Write out the data below in full, unchanged, minus the images.

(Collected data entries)
────────────────────────────────────────
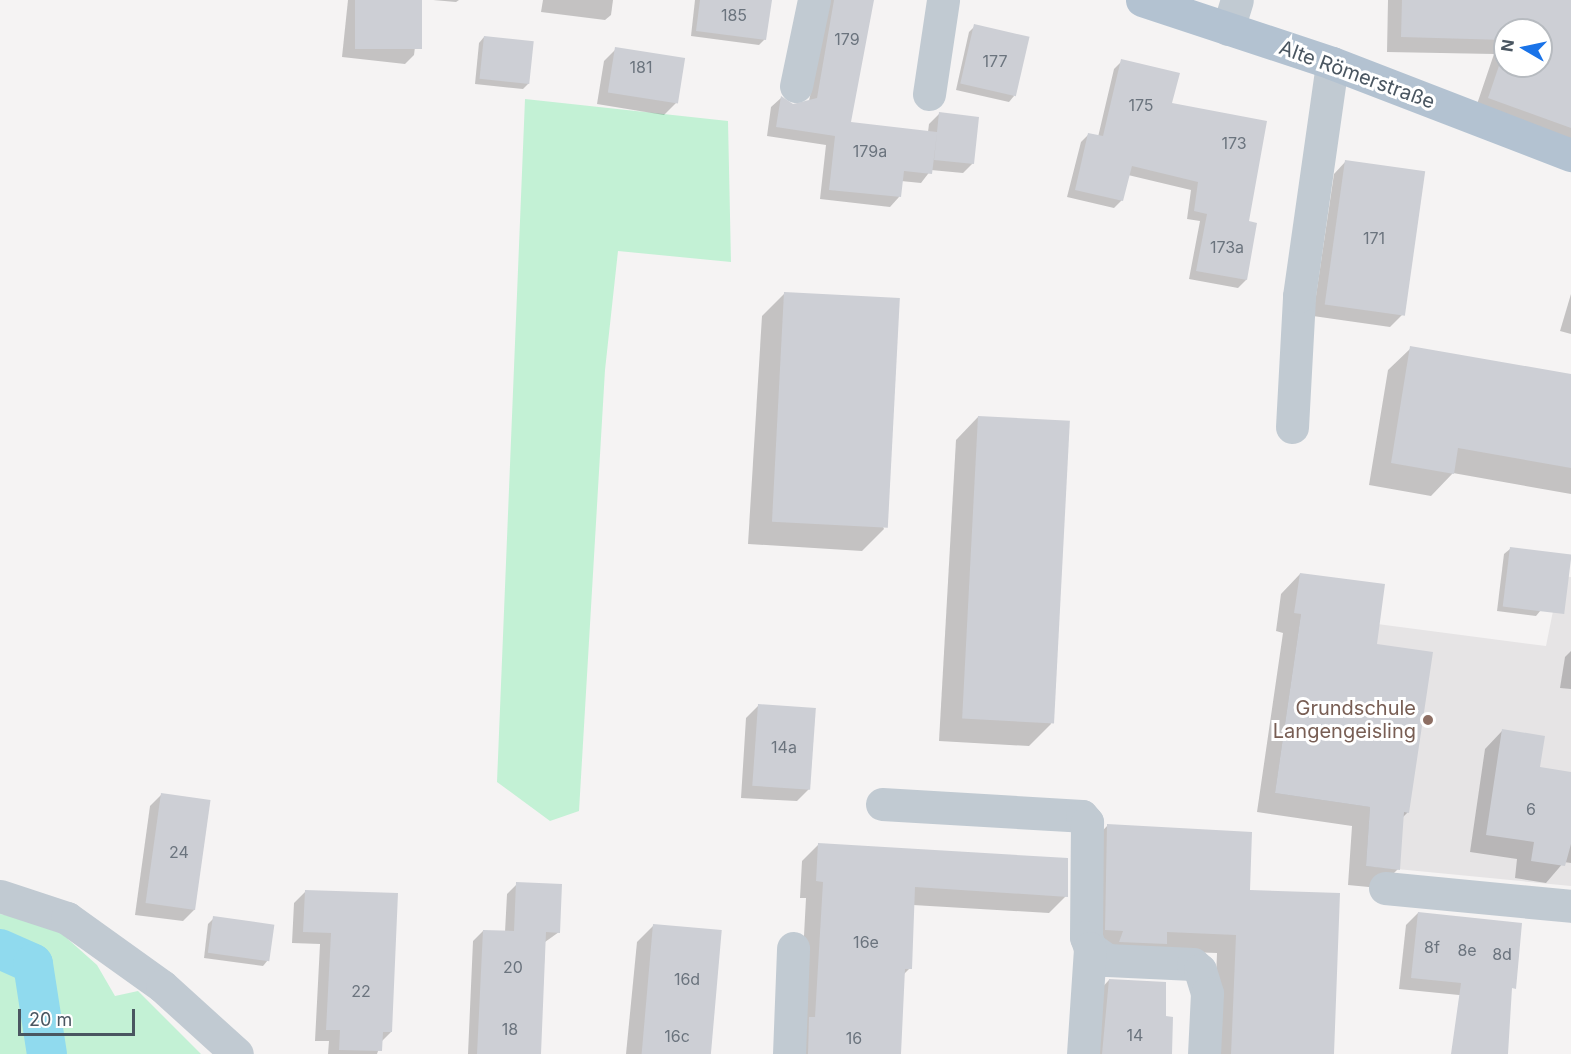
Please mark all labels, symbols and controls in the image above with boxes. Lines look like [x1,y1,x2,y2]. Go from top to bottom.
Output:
house number: 185 [721,5,747,25]
north arrow [1493,18,1553,78]
house number: 179 [834,29,860,49]
street label: Alte Römerstraße [1276,36,1438,114]
text: N [1496,38,1518,53]
house number: 177 [983,51,1007,71]
house number: 181 [630,57,652,77]
house number: 175 [1128,95,1154,115]
house number: 173 [1221,133,1247,153]
house number: 179a [853,141,887,161]
house number: 171 [1363,228,1385,248]
house number: 173a [1210,237,1244,257]
place label: Grundschule Langengeisling [1273,696,1416,743]
marker: Grundschule Langengeisling [1421,713,1435,727]
house number: 14a [771,737,797,757]
house number: 6 [1526,799,1536,819]
house number: 24 [169,842,189,862]
house number: 16e [853,932,879,952]
house number: 8f [1424,937,1440,957]
house number: 8e [1457,940,1477,960]
house number: 8d [1492,944,1512,964]
house number: 20 [503,957,523,977]
house number: 16d [674,969,700,989]
house number: 22 [351,981,371,1001]
scale bar [21,997,138,1035]
text: 20 m [29,1009,72,1030]
house number: 18 [502,1019,518,1039]
house number: 14 [1127,1025,1143,1045]
house number: 16c [664,1026,690,1046]
house number: 16 [846,1028,862,1048]

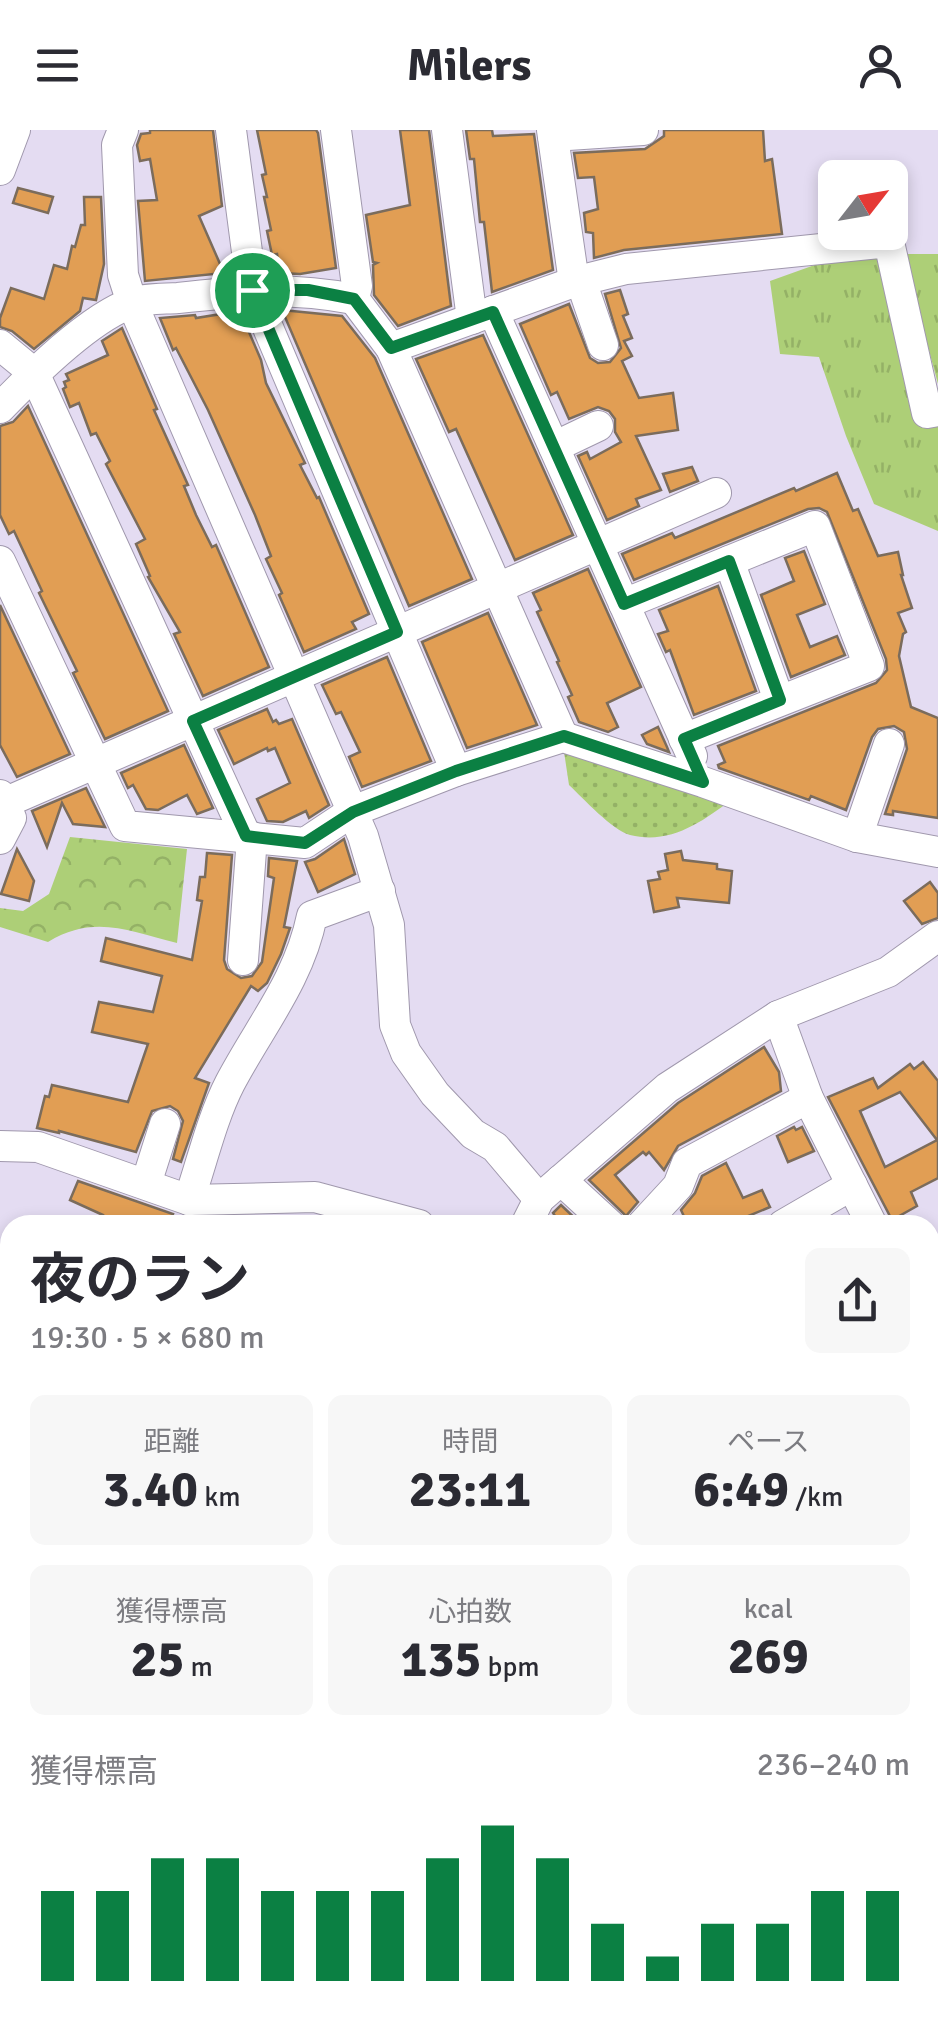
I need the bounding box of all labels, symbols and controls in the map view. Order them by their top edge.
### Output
icon: menu [30,38,85,93]
text: Milers [407,38,531,93]
icon: person [853,38,908,93]
north arrow [818,160,908,250]
map controls [818,160,908,250]
pin [210,248,295,333]
icon: arrive [225,263,280,318]
text: 夜のラン [30,1246,250,1314]
button: share [805,1248,910,1353]
text: 19:30 · 5 × 680 m [30,1318,265,1357]
text: 距離 [144,1425,200,1459]
text: 時間 [442,1425,498,1459]
text: ペース [727,1425,810,1459]
text: 3.40 [103,1459,198,1521]
text: 23:11 [409,1459,531,1521]
text: 6:49 [693,1459,789,1521]
text: km [198,1480,241,1514]
text: /km [789,1480,843,1514]
text: kcal [744,1592,793,1626]
text: 獲得標高 [116,1595,228,1629]
text: 心拍数 [428,1595,512,1629]
text: 269 [728,1626,809,1688]
text: 25 [130,1629,184,1691]
text: 135 [400,1629,481,1691]
text: m [184,1650,213,1684]
text: bpm [481,1650,540,1684]
text: 236–240 m [757,1745,910,1784]
text: 獲得標高 [30,1752,158,1791]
────────────────────────────────────────
- **ANSWER BELOW**:
Please mark all labels, symbols and controls in the image above with boxes. Lines look like [x1,y1,x2,y2]. Go from top to bottom.
Output:
house number: 185 [721,5,747,25]
north arrow [1493,18,1553,78]
house number: 179 [834,29,860,49]
street label: Alte Römerstraße [1276,36,1438,114]
text: N [1496,38,1518,53]
house number: 177 [983,51,1007,71]
house number: 181 [630,57,652,77]
house number: 175 [1128,95,1154,115]
house number: 173 [1221,133,1247,153]
house number: 179a [853,141,887,161]
house number: 171 [1363,228,1385,248]
house number: 173a [1210,237,1244,257]
place label: Grundschule Langengeisling [1273,696,1416,743]
marker: Grundschule Langengeisling [1421,713,1435,727]
house number: 14a [771,737,797,757]
house number: 6 [1526,799,1536,819]
house number: 24 [169,842,189,862]
house number: 16e [853,932,879,952]
house number: 8f [1424,937,1440,957]
house number: 8e [1457,940,1477,960]
house number: 8d [1492,944,1512,964]
house number: 20 [503,957,523,977]
house number: 16d [674,969,700,989]
house number: 22 [351,981,371,1001]
scale bar [21,997,138,1035]
text: 20 m [29,1009,72,1030]
house number: 18 [502,1019,518,1039]
house number: 14 [1127,1025,1143,1045]
house number: 16c [664,1026,690,1046]
house number: 16 [846,1028,862,1048]

I need the bounding box of all labels, symbols and controls in the map view. Order them by their top edge.
### Output
icon: menu [30,38,85,93]
text: Milers [407,38,531,93]
icon: person [853,38,908,93]
north arrow [818,160,908,250]
map controls [818,160,908,250]
pin [210,248,295,333]
icon: arrive [225,263,280,318]
text: 夜のラン [30,1246,250,1314]
button: share [805,1248,910,1353]
text: 19:30 · 5 × 680 m [30,1318,265,1357]
text: 距離 [144,1425,200,1459]
text: 時間 [442,1425,498,1459]
text: ペース [727,1425,810,1459]
text: 3.40 [103,1459,198,1521]
text: 23:11 [409,1459,531,1521]
text: 6:49 [693,1459,789,1521]
text: km [198,1480,241,1514]
text: /km [789,1480,843,1514]
text: kcal [744,1592,793,1626]
text: 獲得標高 [116,1595,228,1629]
text: 心拍数 [428,1595,512,1629]
text: 269 [728,1626,809,1688]
text: 25 [130,1629,184,1691]
text: 135 [400,1629,481,1691]
text: m [184,1650,213,1684]
text: bpm [481,1650,540,1684]
text: 236–240 m [757,1745,910,1784]
text: 獲得標高 [30,1752,158,1791]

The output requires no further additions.